WORK ITEM - Lines that contain "names": how many are there in the listing below? Answer with a number and nothing more.

EXTRACTED MATERIAL -
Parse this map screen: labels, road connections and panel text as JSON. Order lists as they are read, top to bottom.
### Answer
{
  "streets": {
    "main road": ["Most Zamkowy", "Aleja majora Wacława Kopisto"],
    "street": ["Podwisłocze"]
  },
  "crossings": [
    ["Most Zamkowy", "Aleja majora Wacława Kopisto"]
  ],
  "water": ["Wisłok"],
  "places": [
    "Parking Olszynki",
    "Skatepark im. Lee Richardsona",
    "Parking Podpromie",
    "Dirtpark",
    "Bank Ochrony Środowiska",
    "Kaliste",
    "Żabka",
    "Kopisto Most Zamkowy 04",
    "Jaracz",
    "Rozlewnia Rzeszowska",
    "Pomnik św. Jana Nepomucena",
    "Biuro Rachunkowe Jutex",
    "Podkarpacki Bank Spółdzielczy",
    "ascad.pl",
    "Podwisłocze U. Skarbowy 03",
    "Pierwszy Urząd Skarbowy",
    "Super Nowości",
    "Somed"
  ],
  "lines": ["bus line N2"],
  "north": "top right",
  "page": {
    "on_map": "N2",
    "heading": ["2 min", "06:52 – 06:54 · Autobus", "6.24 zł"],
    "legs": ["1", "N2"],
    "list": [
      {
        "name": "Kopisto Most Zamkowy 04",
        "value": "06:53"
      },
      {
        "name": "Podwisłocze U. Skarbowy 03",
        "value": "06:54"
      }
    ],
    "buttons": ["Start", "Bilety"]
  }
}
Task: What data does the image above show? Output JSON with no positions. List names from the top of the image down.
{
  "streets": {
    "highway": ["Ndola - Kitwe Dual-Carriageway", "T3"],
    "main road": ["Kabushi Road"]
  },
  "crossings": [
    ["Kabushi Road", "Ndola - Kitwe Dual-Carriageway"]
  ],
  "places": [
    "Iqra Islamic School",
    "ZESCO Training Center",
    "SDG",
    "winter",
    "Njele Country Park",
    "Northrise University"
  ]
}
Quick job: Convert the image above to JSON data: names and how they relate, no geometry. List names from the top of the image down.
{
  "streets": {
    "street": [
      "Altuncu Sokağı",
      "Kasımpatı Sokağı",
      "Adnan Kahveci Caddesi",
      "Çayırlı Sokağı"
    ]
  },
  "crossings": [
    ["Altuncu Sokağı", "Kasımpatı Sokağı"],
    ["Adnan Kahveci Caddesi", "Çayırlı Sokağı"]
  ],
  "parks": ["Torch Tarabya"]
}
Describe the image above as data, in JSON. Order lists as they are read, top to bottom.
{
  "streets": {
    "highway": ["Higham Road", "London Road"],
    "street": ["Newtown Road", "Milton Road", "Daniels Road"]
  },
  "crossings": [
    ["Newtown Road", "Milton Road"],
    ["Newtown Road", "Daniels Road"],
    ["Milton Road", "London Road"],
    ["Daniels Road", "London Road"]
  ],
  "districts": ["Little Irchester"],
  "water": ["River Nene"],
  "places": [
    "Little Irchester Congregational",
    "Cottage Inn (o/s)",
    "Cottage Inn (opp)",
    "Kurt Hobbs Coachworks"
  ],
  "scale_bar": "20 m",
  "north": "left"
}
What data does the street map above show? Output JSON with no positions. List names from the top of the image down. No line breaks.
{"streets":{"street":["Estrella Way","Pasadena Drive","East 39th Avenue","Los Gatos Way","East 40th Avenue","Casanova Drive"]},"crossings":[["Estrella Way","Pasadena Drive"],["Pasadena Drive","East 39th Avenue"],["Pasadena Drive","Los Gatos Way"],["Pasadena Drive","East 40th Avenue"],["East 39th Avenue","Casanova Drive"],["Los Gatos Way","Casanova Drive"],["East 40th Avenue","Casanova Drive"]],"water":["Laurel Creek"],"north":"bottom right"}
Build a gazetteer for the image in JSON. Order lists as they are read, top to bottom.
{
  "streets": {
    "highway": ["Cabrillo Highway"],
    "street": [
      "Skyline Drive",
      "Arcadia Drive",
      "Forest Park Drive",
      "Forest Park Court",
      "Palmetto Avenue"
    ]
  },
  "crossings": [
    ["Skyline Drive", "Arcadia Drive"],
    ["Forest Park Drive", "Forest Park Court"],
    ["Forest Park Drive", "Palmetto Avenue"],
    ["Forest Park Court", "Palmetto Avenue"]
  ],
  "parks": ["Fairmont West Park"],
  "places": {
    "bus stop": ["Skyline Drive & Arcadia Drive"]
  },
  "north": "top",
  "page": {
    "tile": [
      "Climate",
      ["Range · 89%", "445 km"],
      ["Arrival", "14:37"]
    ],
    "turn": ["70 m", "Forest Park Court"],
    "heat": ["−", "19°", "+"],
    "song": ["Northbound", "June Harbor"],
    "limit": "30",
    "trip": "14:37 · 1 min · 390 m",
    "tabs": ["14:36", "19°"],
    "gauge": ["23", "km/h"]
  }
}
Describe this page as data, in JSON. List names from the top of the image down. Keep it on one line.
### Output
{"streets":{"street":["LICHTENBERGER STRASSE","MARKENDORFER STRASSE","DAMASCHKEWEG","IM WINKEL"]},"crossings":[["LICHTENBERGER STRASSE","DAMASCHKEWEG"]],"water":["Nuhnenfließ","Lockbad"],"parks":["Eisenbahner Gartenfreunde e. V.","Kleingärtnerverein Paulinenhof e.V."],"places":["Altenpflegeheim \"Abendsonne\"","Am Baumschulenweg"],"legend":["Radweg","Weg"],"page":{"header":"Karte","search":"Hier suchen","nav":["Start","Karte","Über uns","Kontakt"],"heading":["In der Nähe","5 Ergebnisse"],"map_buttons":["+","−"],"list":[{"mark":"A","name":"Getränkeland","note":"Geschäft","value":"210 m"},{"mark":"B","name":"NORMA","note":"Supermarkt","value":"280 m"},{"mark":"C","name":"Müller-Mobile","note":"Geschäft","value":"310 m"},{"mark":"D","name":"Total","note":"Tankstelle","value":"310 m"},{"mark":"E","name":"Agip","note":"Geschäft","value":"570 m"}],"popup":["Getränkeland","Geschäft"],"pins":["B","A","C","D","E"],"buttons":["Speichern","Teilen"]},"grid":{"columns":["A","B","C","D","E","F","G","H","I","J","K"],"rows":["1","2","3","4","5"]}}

YOUR SOLUTION - 4